When it comes to hiking snacks, it’s hard to beat fresh wild blueberries, found right beside the trail. They’re sweet and juicy, easy to pick, and they stain your mouth an attractive shade of purplish grey.
In Maine, from late July through August, blueberries are ripening throughout the state, in fields and on mountain ridges. They’re all over the place. In fact, it’s hard to find a trail that doesn’t pass at least one blueberry bush, high or low.
But before you go ahead and start filling up your hiking pack with these delicious natural treats, make sure it’s OK to do just that. Some land trusts and park owners only permit handpicking (not rakes), while others specify that visitors must stay on trail while picking berries. And some landowners prohibit berry picking altogether.
So to help you plan your “blueberry hike,” I’ve done a little research and come up with a few hiking trails on which you’re almost certain to find an abundance wild Maine blueberries … and you’re allowed to pick them:
— In Acadia National Park on Mount Desert Island, visitors can pick 1 dry half gallon of blueberries per person, per day, according to the park’s Superintendent’s Compendium. Blueberry raking is not permitted, and the park advises that people stay on established trails if at all possible. If you must hike off trail in pursuit of berries, try to avoid trampling plants.
“We want people to pick blueberries,” said Charlie Jacobi, resource specialist at Acadia National Park. “I’ve picked plenty myself. But any place that people go a lot to pick blueberries, you’ll find there’s more impact. The places to be especially careful about in the park would be in the subalpine zone, on places like Cadillac [Mountain] and Sargent [Mountain].”
“We just ask people to do the best they can to minimize trampling, and if they can stay on rock while picking, that’d be great,” Jacobi said.
Blueberries are practically everywhere in Acadia National Park on Mount Desert Island, but one especially good place to search for them is Dorr Mountain, where they grow right beside the trail. Other places to look in Acadia are Bar Island (an off-shore trail accessible at low tide), Parkman Mountain and Beech Mountain. For information, visit www.nps.gov/acad/.

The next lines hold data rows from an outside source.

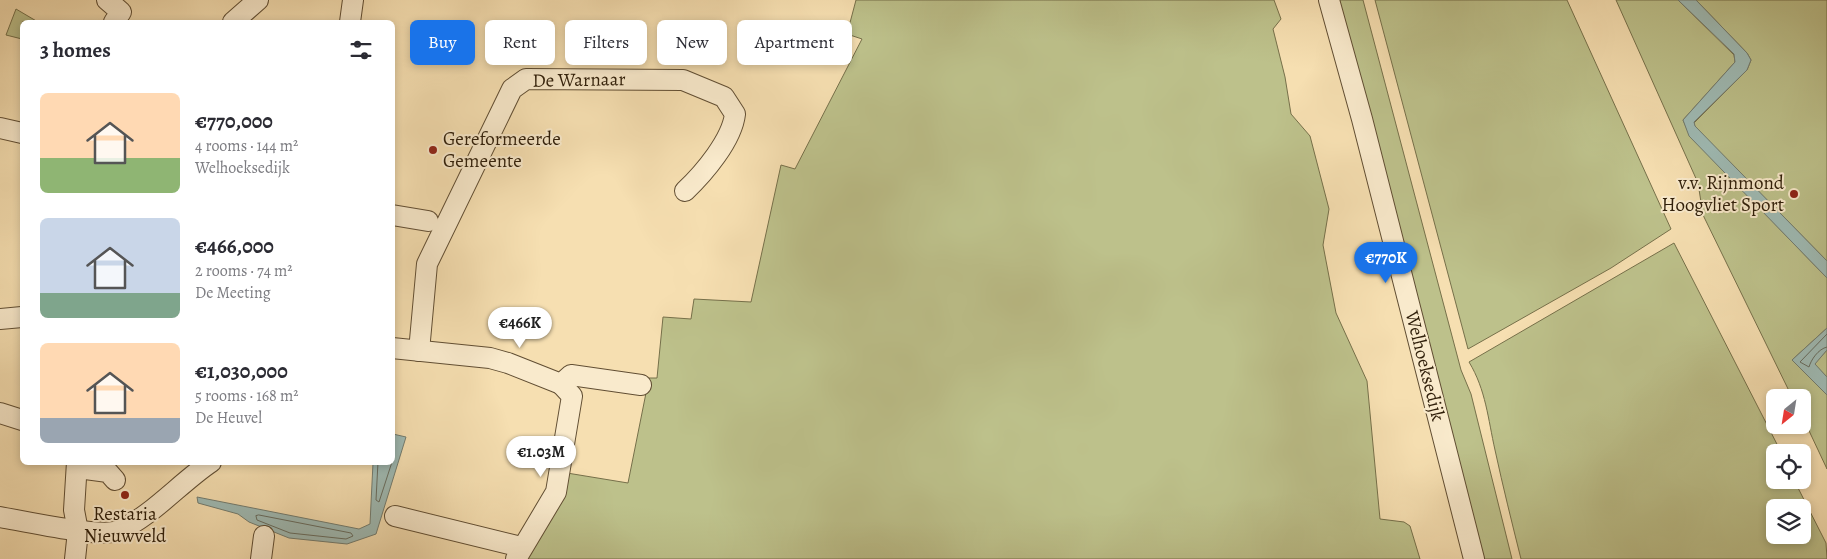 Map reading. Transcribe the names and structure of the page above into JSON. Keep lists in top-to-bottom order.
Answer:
{
  "streets": {
    "street": ["De Warnaar", "Welhoeksedijk"]
  },
  "places": ["Gereformeerde Gemeente", "v.v. Rijnmond Hoogvliet Sport", "Restaria Nieuwveld"],
  "north": "bottom left",
  "page": {
    "chip": [
      "Buy",
      "Rent",
      "Filters",
      "New",
      "Apartment"
    ],
    "heading": "3 homes",
    "list": [
      {
        "name": "€770,000",
        "note": "4 rooms · 144 m² · Welhoeksedijk"
      },
      {
        "name": "€466,000",
        "note": "2 rooms · 74 m² · De Meeting"
      },
      {
        "name": "€1,030,000",
        "note": "5 rooms · 168 m² · De Heuvel"
      }
    ],
    "price": ["€770K", "€466K", "€1.03M"]
  }
} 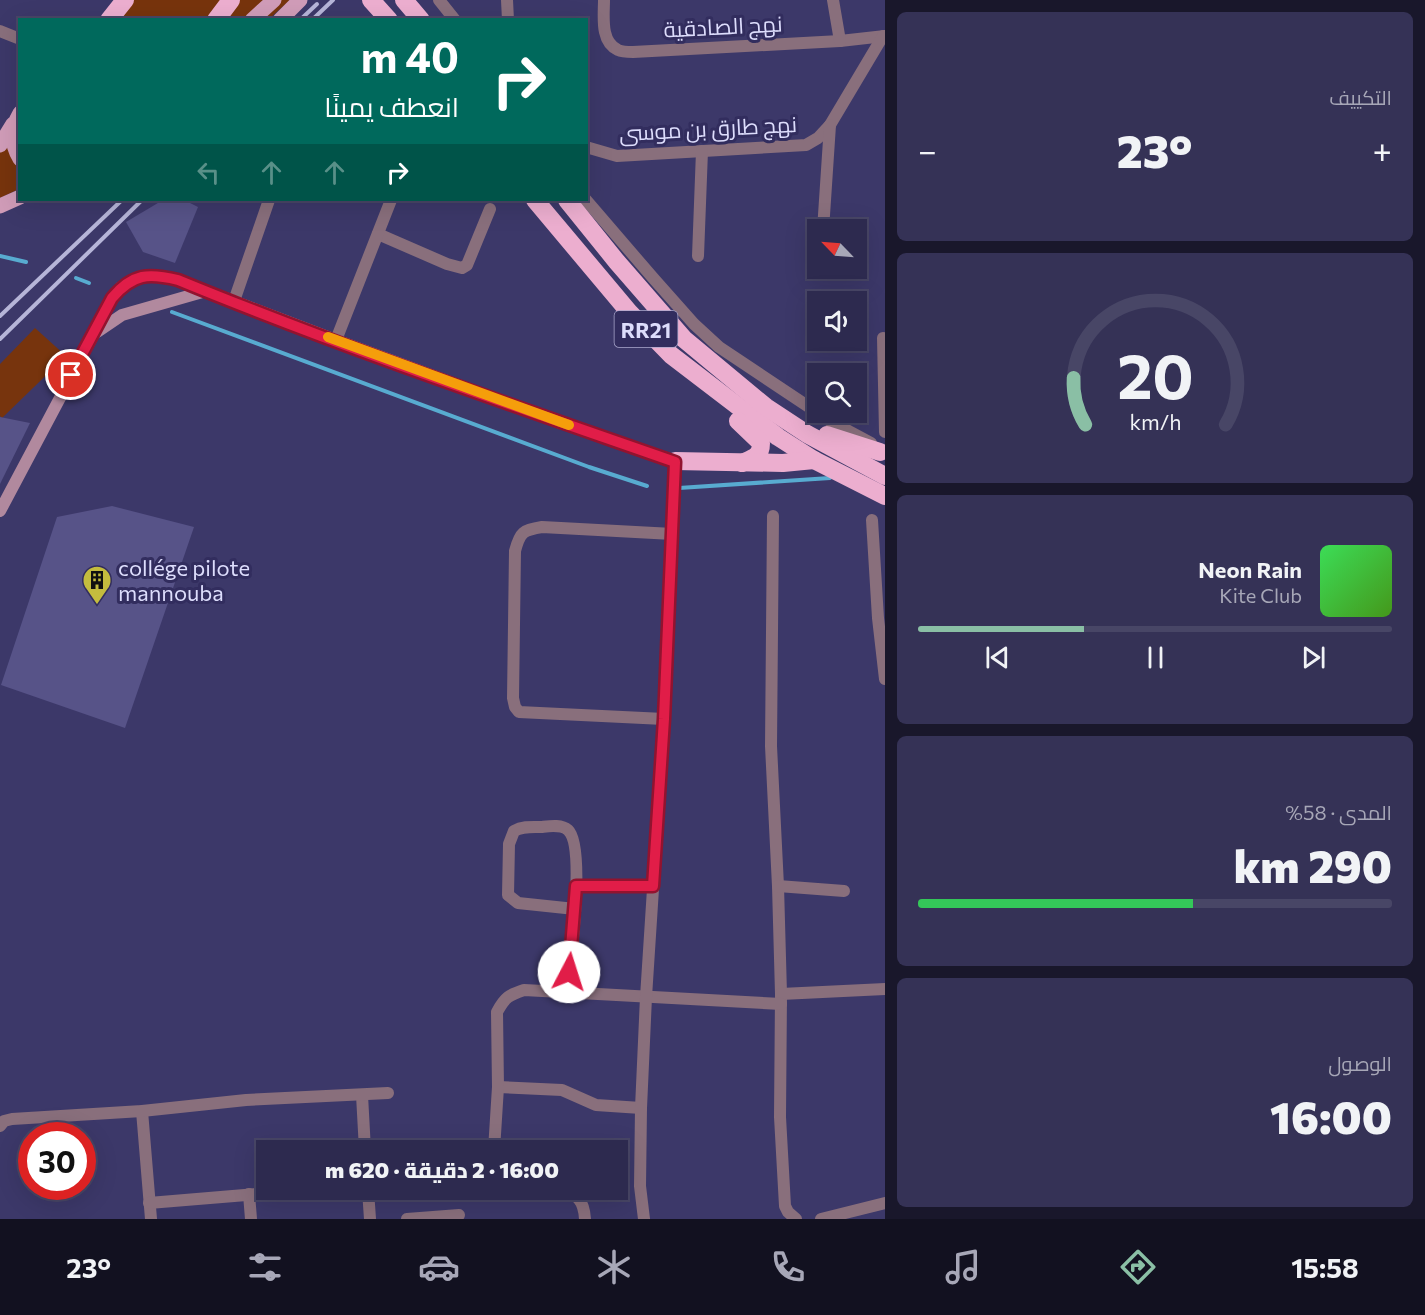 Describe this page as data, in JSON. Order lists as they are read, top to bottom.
{
  "streets": {
    "highway": ["RR21"],
    "street": ["نهج الصادقية", "نهج طارق بن موسى"]
  },
  "crossings": [
    ["نهج الصادقية", "نهج طارق بن موسى"]
  ],
  "places": {
    "building": ["collége pilote mannouba"]
  },
  "north": "top left",
  "page": {
    "tile": [
      "التكييف",
      ["المدى · 58%", "290 km"],
      ["الوصول", "16:00"]
    ],
    "turn": ["40 m", "انعطف يمينًا"],
    "heat": ["−", "23°", "+"],
    "song": ["Neon Rain", "Kite Club"],
    "limit": "30",
    "trip": "16:00 · 2 دقيقة · 620 m",
    "tabs": ["15:58", "23°"],
    "gauge": ["20", "km/h"]
  }
}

— The trails up Flag Hill and Great Pond Mountain in the Great Pond Mountain Wildlands in Orland lead to areas filled with blueberries, and visitors are welcome to pick them, according to the Great Pond Mountain Conservation Trust.

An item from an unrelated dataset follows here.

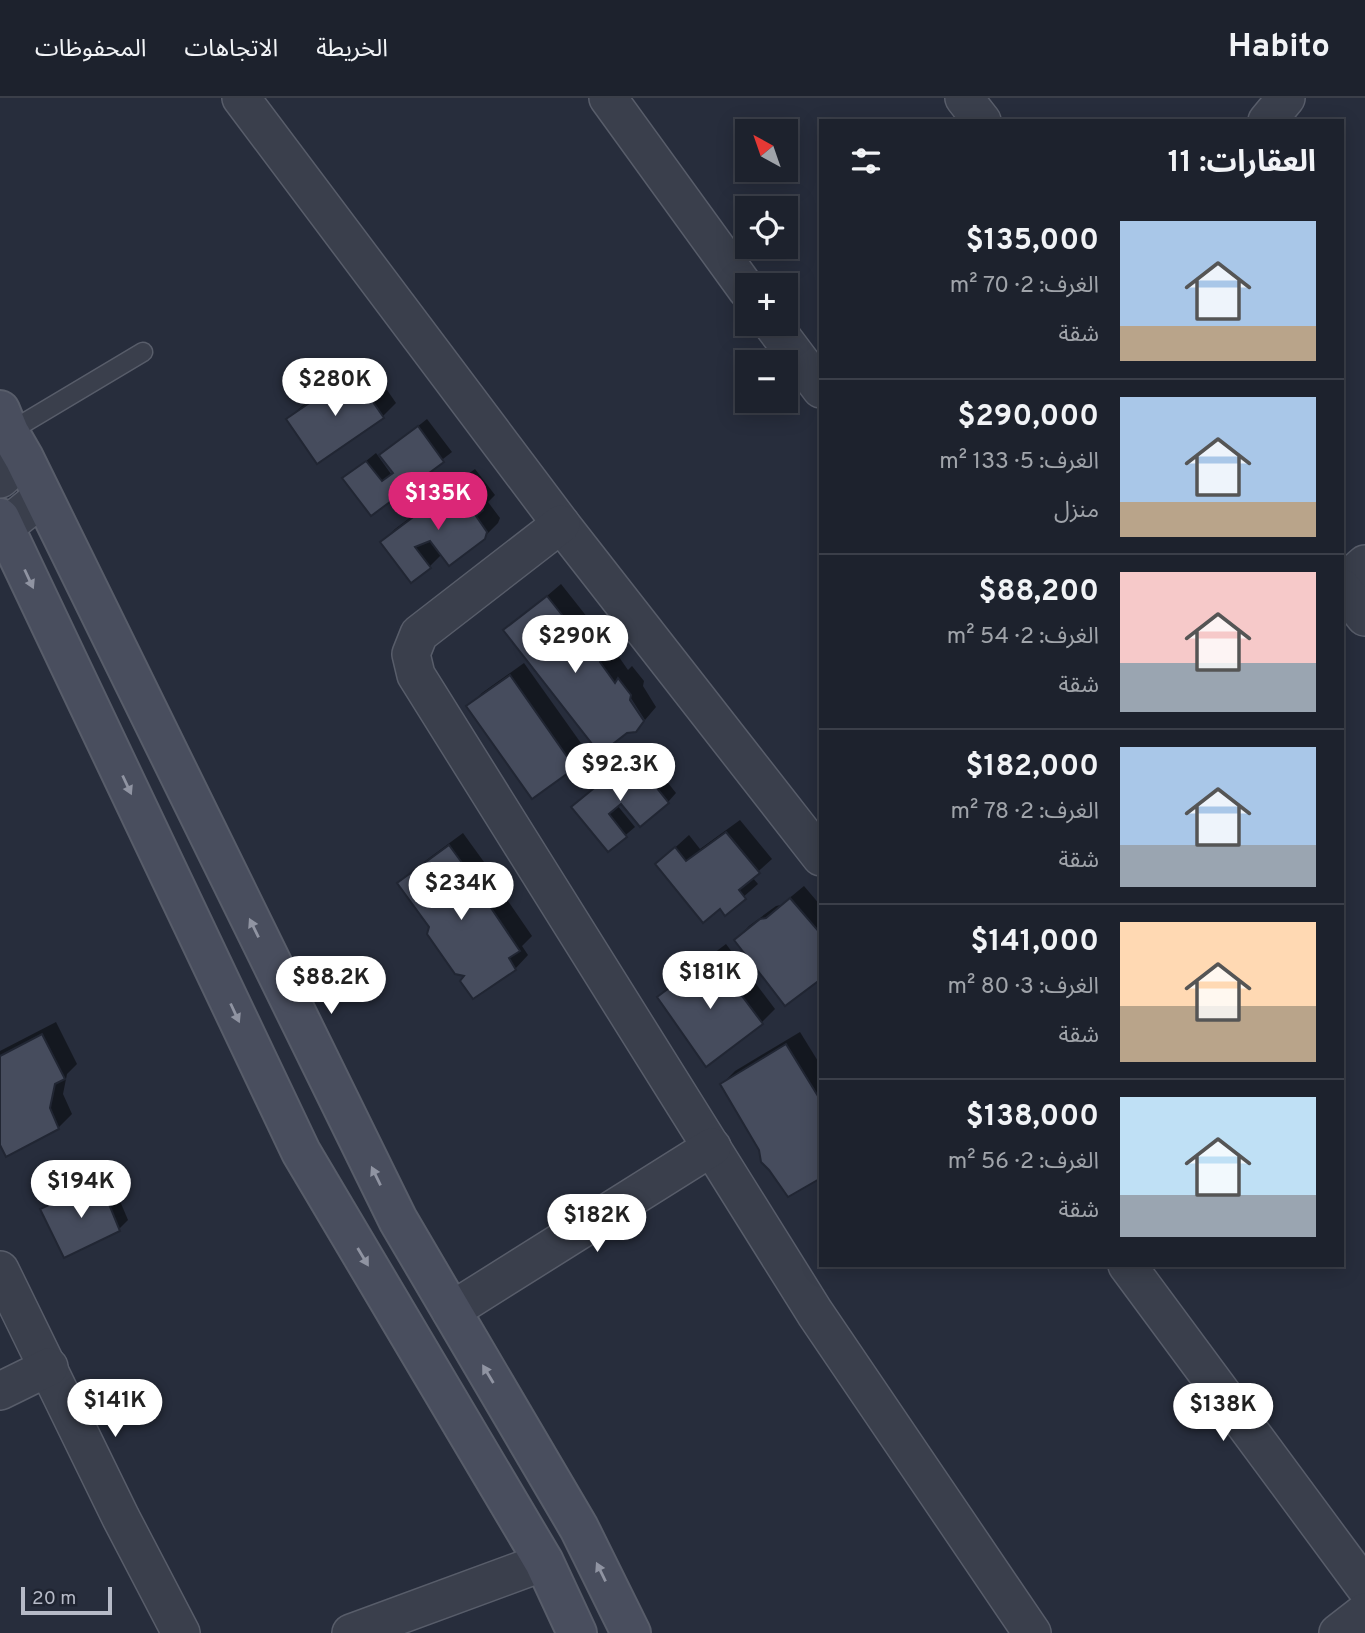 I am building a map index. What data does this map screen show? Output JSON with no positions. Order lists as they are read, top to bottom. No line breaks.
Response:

— Both Hollingsworth and Birch Point trails in the Petit Manan Point Division of the Maine Coastal Islands National Wildlife Refuge in Steuben are open for recreational blueberry picking, but not raking. Both trails start out in blueberry fields, then head into the woods to visit the coast.
— The 134-acre Cooper Farm property on Caterpillar Hill in Sedgwick is home to a large field of blueberries that are open for the public to handpick for personal consumption. Rakes are not allowed, and one section of the property is clearly marked off as a leased area that is off limits to the public. Owned and maintained by the Blue Hill Heritage Trust, the property includes a small network of trails that total a little more than 1 mile of walking.
— Blue Hill Mountain is known as a spot to hike and pick blueberries at the same time. Blueberries can be found in fields at the base of the mountain, as well as on the mountain itself, along the Osgood Trail and Hayes Trail. The mountain is owned and maintained by the Blue Hill Heritage Trust and the Town of Blue Hill. Handpicking of blueberries for personal use is permitted, but raking is not permitted.
— Curtis Farm Preserve in Harpswell is home to a 1.25-mile trail that starts in a field that contains blueberries, mixed in with a variety of other plants. The land is owned and maintained by the Harpswell Heritage Trust, which permits recreational berrypicking on their lands. The field is not a blueberry barren, however, so you may need to look hard to find the ripe berries hidden in the grasses and wildflowers.
This is far from a complete list. Blueberries, along with raspberries and blackberries, are found all over the state of Maine. But before you start foraging, make sure it’s allowed on the land. And if berry picking is permitted, do it delicately, leaving as little of a trace as possible.